[[ Task data, beginning ]]

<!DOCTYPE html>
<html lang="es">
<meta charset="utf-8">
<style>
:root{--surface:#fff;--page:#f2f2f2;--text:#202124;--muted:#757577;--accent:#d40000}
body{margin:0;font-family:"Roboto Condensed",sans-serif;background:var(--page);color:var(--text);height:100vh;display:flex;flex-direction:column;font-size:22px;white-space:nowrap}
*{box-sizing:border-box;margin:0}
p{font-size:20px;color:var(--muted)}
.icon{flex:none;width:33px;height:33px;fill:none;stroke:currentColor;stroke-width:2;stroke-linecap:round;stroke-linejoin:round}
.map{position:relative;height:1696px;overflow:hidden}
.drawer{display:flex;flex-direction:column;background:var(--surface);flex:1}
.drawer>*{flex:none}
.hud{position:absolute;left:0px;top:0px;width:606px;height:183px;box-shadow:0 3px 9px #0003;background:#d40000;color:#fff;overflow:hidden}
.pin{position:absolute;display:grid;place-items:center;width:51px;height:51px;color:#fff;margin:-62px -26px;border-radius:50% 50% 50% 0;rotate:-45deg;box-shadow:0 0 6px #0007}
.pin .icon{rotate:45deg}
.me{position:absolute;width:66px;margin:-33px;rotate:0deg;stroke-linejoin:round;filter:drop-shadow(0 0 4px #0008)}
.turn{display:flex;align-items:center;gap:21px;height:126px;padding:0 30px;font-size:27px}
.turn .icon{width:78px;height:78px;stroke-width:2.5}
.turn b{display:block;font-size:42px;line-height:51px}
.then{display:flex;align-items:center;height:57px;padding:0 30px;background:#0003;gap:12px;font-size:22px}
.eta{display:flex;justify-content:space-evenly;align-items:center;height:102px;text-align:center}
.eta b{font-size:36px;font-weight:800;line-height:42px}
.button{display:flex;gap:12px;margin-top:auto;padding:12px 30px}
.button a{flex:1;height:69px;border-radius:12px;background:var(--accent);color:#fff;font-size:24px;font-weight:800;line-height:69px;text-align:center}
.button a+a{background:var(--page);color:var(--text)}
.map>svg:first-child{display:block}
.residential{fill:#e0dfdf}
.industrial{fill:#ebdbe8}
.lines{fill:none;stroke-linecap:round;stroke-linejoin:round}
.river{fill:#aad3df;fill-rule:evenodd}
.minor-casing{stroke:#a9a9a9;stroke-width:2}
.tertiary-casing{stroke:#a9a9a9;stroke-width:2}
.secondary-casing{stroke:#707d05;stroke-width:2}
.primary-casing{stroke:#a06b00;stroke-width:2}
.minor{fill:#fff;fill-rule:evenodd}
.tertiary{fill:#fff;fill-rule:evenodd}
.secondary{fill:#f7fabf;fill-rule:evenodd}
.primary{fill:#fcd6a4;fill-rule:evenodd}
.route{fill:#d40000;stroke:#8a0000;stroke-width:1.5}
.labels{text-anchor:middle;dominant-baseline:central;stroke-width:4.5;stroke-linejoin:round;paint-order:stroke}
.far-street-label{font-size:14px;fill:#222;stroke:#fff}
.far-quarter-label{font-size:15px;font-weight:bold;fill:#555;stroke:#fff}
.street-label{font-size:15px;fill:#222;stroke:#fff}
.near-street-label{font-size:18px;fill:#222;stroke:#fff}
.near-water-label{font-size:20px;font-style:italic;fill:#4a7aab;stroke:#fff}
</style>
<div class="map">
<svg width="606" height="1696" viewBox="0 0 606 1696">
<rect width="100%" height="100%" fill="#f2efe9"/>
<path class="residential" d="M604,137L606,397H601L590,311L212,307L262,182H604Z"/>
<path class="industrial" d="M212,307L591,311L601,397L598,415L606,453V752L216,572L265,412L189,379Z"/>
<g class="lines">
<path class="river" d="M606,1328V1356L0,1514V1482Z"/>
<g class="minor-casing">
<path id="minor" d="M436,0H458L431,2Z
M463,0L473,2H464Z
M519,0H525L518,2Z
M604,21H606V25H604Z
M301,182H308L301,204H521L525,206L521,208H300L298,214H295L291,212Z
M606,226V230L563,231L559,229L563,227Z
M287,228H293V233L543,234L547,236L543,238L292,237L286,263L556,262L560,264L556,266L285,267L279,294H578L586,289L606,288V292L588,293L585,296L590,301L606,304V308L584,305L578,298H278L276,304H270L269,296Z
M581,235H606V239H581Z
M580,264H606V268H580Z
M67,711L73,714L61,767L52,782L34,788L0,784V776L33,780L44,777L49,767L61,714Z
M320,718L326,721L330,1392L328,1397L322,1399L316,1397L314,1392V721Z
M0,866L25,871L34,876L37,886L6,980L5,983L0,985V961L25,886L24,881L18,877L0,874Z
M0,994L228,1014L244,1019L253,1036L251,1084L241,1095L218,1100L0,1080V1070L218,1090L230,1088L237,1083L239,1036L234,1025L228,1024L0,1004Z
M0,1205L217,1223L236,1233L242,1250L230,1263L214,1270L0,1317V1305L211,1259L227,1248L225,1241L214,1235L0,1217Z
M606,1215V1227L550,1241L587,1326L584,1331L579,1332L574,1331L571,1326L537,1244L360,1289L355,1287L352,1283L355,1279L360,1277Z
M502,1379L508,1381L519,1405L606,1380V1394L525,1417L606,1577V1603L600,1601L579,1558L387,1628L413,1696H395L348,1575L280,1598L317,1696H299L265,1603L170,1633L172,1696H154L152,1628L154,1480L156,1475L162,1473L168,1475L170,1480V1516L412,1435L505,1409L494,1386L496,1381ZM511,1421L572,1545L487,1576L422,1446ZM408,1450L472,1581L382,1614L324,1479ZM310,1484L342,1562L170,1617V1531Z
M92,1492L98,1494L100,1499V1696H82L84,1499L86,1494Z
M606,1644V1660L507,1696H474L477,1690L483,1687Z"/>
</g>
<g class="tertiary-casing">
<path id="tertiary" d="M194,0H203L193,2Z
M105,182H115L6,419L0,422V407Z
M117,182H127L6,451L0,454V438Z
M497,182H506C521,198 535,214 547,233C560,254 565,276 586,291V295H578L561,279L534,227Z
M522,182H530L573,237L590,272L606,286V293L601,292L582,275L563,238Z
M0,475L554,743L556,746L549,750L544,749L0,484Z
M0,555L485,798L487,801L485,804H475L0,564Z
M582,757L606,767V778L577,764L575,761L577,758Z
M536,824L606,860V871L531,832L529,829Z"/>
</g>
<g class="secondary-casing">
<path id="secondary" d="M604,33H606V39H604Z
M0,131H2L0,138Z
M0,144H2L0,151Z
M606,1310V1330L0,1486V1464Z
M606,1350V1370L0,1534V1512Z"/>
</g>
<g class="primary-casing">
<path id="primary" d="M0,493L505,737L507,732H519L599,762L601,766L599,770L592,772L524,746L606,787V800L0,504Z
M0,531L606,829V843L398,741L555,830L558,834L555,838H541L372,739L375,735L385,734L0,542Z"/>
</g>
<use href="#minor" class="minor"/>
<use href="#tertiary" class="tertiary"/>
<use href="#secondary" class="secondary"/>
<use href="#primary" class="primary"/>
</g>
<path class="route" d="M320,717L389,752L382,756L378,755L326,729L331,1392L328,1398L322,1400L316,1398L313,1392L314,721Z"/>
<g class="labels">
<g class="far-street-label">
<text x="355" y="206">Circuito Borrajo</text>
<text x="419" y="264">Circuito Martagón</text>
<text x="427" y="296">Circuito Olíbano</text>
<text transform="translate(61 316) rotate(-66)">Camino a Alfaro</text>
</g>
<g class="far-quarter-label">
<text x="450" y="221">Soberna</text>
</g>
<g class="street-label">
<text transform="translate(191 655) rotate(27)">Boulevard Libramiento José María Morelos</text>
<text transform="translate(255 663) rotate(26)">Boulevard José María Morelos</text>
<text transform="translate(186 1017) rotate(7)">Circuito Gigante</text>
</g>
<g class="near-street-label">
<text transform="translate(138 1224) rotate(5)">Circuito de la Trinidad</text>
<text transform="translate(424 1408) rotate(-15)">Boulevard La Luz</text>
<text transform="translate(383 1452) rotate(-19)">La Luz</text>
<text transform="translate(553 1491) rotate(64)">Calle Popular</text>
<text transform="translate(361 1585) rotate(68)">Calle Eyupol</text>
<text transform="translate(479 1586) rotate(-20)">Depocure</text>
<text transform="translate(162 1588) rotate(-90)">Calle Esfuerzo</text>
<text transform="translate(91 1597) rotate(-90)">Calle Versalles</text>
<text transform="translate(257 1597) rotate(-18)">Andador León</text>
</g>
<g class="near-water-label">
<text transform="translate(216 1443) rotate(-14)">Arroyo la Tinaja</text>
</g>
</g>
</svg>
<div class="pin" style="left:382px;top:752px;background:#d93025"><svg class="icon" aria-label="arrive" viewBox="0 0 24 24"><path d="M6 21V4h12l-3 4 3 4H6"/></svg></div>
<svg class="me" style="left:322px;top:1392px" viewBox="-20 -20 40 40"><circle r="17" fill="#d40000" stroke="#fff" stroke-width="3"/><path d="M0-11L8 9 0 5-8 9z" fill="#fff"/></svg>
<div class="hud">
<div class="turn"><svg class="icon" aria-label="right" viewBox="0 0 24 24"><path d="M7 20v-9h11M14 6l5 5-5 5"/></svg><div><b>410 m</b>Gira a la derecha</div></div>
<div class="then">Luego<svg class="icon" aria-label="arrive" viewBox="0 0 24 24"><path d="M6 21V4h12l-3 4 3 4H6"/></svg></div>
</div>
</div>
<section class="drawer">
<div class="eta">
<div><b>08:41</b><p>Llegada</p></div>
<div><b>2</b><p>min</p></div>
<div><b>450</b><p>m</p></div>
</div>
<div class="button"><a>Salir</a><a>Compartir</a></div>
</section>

[[ Task data, end ]]

Show every line of the data in which the word "none" appears.

.icon{flex:none;width:33px;height:33px;fill:none;stroke:currentColor;stroke-width:2;stroke-linecap:round;stroke-linejoin:round}
.drawer>*{flex:none}
.lines{fill:none;stroke-linecap:round;stroke-linejoin:round}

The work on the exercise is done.